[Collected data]
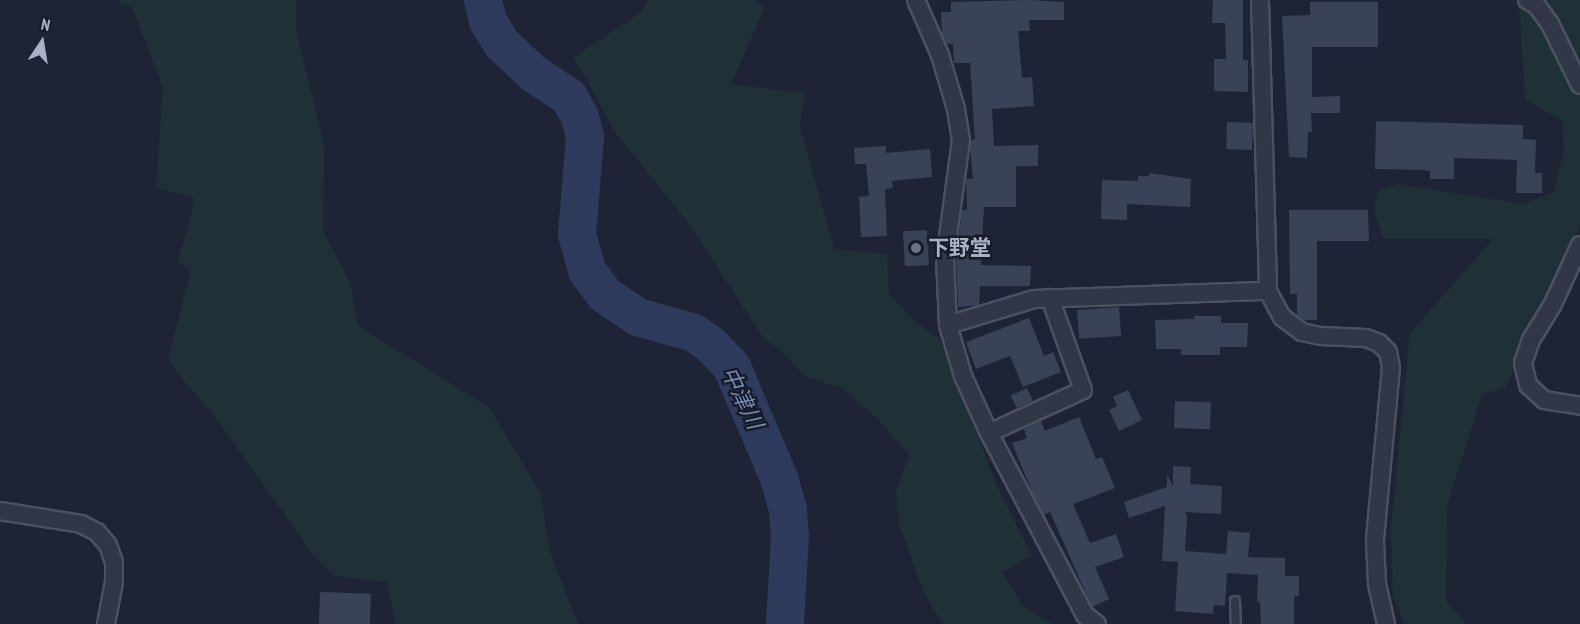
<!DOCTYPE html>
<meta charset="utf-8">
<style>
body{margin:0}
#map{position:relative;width:1580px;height:624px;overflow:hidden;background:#1e2436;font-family:"PT Sans Narrow","Noto Sans JP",sans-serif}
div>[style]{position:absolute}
.green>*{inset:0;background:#1f3137}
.river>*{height:38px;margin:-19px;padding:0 19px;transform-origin:19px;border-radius:19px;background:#2e3b5c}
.building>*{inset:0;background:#394257;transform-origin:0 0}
.roads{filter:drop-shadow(2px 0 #4c5162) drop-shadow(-2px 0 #4c5162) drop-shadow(0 2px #4c5162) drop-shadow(0 -2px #4c5162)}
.lane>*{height:8px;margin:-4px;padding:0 4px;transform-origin:4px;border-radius:4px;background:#313746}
.street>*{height:16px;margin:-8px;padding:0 8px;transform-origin:8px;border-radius:8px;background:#313746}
.dots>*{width:16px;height:16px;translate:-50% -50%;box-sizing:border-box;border:3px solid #171c2a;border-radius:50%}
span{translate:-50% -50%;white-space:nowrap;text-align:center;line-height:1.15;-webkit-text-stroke:5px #171c2a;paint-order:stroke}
.poi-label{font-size:21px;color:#aab1c4;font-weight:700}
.left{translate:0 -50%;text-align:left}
.water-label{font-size:22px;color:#798ab2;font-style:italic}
.north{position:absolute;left:12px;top:12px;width:60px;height:60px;-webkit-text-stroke:4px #171c2a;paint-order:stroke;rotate:12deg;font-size:16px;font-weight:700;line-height:24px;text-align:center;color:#aab1c4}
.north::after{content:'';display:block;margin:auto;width:21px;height:27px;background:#aab1c4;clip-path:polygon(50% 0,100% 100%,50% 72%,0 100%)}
</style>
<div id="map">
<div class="green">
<i style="clip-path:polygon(119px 0,296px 0,296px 29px,324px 145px,323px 231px,350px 282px,358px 326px,489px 407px,541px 494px,550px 552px,578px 624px,396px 624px,387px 582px,335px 576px,312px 553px,210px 410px,181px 378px,168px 359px,191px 271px,177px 261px,191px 217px,194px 198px,156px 188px,163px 88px,132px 7px,119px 4px)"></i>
<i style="clip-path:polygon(648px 0,756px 0,764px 9px,731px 84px,805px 93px,800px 127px,834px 249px,887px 254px,889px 294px,917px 323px,940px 339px,997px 486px,1032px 556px,1002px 572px,1022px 605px,1052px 624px,943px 624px,924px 593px,899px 524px,896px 492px,909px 455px,877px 418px,842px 388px,806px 377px,777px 347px,765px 340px,686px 220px,615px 132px,574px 57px,640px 13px)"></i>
<i style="clip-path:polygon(1519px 0,1580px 0,1580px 226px,1540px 307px,1506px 387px,1482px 395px,1447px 506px,1446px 601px,1466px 624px,1405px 624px,1393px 596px,1391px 528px,1410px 333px,1493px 239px,1383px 239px,1374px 211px,1378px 191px,1398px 184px,1522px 204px,1554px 192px,1564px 150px,1562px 120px,1525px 100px)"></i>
</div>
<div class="river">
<i style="left:483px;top:0;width:22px;rotate:77deg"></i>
<i style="left:488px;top:21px;width:27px;rotate:59deg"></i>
<i style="left:502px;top:44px;width:44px;rotate:43.2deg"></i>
<i style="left:534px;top:74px;width:42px;rotate:33.3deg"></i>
<i style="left:569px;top:97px;width:23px;rotate:61deg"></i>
<i style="left:580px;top:117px;width:21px;rotate:76deg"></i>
<i style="left:585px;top:137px;width:98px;rotate:94.7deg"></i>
<i style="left:577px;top:235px;width:37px;rotate:74deg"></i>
<i style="left:587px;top:271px;width:30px;rotate:53deg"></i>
<i style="left:605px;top:295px;width:40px;rotate:34deg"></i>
<i style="left:638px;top:317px;width:58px;rotate:15.9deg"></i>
<i style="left:694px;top:333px;width:21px;rotate:35deg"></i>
<i style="left:711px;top:345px;width:30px;rotate:46deg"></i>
<i style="left:732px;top:367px;width:121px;rotate:67.1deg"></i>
<i style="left:779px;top:478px;width:33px;rotate:74deg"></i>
<i style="left:788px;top:510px;width:26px;rotate:86deg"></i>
<i style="left:790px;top:536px;width:88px;rotate:93.3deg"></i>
</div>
<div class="building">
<i style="clip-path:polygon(1029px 0,1064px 2px,1064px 20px,1029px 20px,1030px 31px,1018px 31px,1022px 78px,1032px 77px,1034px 106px,992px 109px,994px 146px,1038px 145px,1038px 166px,1016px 166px,1016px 207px,984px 207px,981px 265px,1031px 266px,1030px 286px,980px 286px,979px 305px,958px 307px,956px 259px,962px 210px,967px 210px,966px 179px,973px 179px,970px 148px,971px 140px,975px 139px,970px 63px,954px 63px,953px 44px,947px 44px,942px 34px,941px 12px,951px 12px,951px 2px)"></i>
<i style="clip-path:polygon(1213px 0,1243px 0,1243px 60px,1248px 60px,1248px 92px,1214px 91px,1214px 59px,1226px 59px,1225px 23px,1212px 23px)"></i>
<i style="clip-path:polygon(1310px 2px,1378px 2px,1378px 47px,1312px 47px,1312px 97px,1340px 96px,1340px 113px,1311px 113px,1312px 132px,1308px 132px,1307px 158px,1289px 157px,1282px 16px,1310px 15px)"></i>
<i style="clip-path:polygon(1376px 121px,1523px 125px,1523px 139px,1536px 140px,1535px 173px,1542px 173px,1542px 193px,1516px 193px,1517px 160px,1454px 158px,1454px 179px,1430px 179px,1430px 171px,1424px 170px,1375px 169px)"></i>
<i style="left:1227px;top:122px;width:26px;height:27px;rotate:2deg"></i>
<i style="clip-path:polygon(886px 146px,886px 153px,930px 149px,932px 177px,892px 181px,893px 188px,885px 189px,887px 236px,861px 237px,859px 197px,869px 196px,866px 164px,855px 164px,854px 148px)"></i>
<i style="clip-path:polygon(1149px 173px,1191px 179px,1190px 207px,1127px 204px,1127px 220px,1101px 219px,1102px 180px,1138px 181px,1138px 176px,1149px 176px)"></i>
<i style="clip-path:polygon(1289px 210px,1368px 210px,1369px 241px,1317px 241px,1317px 320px,1304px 320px,1297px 315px,1297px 294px,1290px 294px)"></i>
<i style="left:927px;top:230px;width:35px;height:24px;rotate:87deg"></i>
<i style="left:1119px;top:307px;width:29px;height:42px;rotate:86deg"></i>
<i style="clip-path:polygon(1194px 316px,1221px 316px,1221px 323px,1248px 323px,1247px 347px,1220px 347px,1220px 355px,1181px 355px,1181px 349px,1156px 349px,1155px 320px,1194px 319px)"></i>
<i style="clip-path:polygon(1029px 318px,1044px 356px,1053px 352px,1061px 372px,1023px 387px,1010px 356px,976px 369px,966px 342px)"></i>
<i style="left:1027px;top:388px;width:14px;height:18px;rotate:65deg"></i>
<i style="clip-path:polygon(1128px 390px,1142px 420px,1119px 431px,1109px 410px,1117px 406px,1113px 397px)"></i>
<i style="left:1175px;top:401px;width:36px;height:27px;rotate:2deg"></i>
<i style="clip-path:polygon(1079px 417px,1096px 459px,1102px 457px,1115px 488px,1073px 504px,1090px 543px,1116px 534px,1124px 557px,1095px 567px,1109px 599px,1092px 607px,1050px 512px,1044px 515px,1033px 494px,1012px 443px,1027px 438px,1024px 429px,1041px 421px,1045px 431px)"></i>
<i style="clip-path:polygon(1173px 466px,1191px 467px,1190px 484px,1222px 486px,1221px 514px,1185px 512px,1187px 517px,1185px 551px,1226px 554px,1228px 531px,1250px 533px,1248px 557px,1285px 558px,1285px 576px,1299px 576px,1299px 596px,1294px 596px,1294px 624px,1261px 624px,1260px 602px,1257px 602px,1258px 575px,1227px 573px,1225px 606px,1214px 605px,1213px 614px,1175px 611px,1178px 562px,1162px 561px,1165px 506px,1129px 518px,1124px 502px,1167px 487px,1167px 474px,1173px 486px)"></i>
<i style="left:320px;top:592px;width:51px;height:32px;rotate:2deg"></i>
</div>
<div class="roads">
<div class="lane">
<i style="left:1235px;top:601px;width:23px;rotate:88deg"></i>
</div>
<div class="street">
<i style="left:916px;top:0;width:60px;rotate:66.4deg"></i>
<i style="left:940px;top:55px;width:56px;rotate:73.5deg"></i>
<i style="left:956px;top:109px;width:31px;rotate:81deg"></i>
<i style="left:961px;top:140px;width:120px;rotate:97.7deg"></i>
<i style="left:945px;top:259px;width:66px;rotate:87.4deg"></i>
<i style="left:948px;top:325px;width:53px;rotate:73.6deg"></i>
<i style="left:963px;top:376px;width:63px;rotate:65.5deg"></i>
<i style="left:989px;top:433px;width:206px;rotate:62.2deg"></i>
<i style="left:1085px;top:615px;width:15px;rotate:37deg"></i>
<i style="left:1260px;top:0;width:291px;rotate:88.4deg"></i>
<i style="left:1527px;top:0;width:12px;rotate:31deg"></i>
<i style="left:1537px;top:6px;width:22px;rotate:54deg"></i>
<i style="left:1550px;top:24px;width:68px;rotate:63.8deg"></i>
<i style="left:1580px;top:245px;width:65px;rotate:114.6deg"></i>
<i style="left:1553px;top:304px;width:42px;rotate:121.4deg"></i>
<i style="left:1531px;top:340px;width:24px;rotate:109deg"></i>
<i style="left:1523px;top:363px;width:23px;rotate:77deg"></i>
<i style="left:1528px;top:385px;width:22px;rotate:43deg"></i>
<i style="left:1544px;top:400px;width:36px;rotate:9deg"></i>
<i style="left:948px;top:325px;width:90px;rotate:-16.8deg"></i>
<i style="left:1034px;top:299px;width:234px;rotate:-2deg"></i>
<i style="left:1268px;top:291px;width:30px;rotate:62deg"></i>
<i style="left:1282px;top:317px;width:25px;rotate:37deg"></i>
<i style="left:1302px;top:332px;width:19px;rotate:12deg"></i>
<i style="left:1321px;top:336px;width:45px;rotate:2.5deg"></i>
<i style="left:1366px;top:338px;width:14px;rotate:21deg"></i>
<i style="left:1379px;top:343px;width:13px;rotate:45deg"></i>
<i style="left:1388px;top:352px;width:15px;rotate:79deg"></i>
<i style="left:1391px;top:367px;width:175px;rotate:95.3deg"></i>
<i style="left:1375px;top:541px;width:43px;rotate:87.3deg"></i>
<i style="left:1377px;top:584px;width:41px;rotate:77.3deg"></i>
<i style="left:989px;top:433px;width:103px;rotate:-24.6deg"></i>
<i style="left:1083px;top:390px;width:98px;rotate:-109.7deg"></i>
<i style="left:0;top:511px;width:82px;rotate:9.1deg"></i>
<i style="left:81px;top:524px;width:18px;rotate:27deg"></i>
<i style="left:97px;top:532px;width:17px;rotate:50deg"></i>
<i style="left:108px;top:545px;width:18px;rotate:71deg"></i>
<i style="left:114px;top:562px;width:20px;rotate:90deg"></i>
<i style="left:114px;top:582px;width:43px;rotate:100.8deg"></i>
</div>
</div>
<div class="dots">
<i style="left:916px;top:248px;background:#6b7280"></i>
</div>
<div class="poi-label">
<span class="left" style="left:928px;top:248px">下野堂</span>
</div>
<div class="water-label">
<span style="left:742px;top:398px;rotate:64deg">中津川</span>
</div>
<div class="north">N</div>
</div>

Task:
Pick out every line above that contains the word "river" and copy it.

Response area:
.river>*{height:38px;margin:-19px;padding:0 19px;transform-origin:19px;border-radius:19px;background:#2e3b5c}
<div class="river">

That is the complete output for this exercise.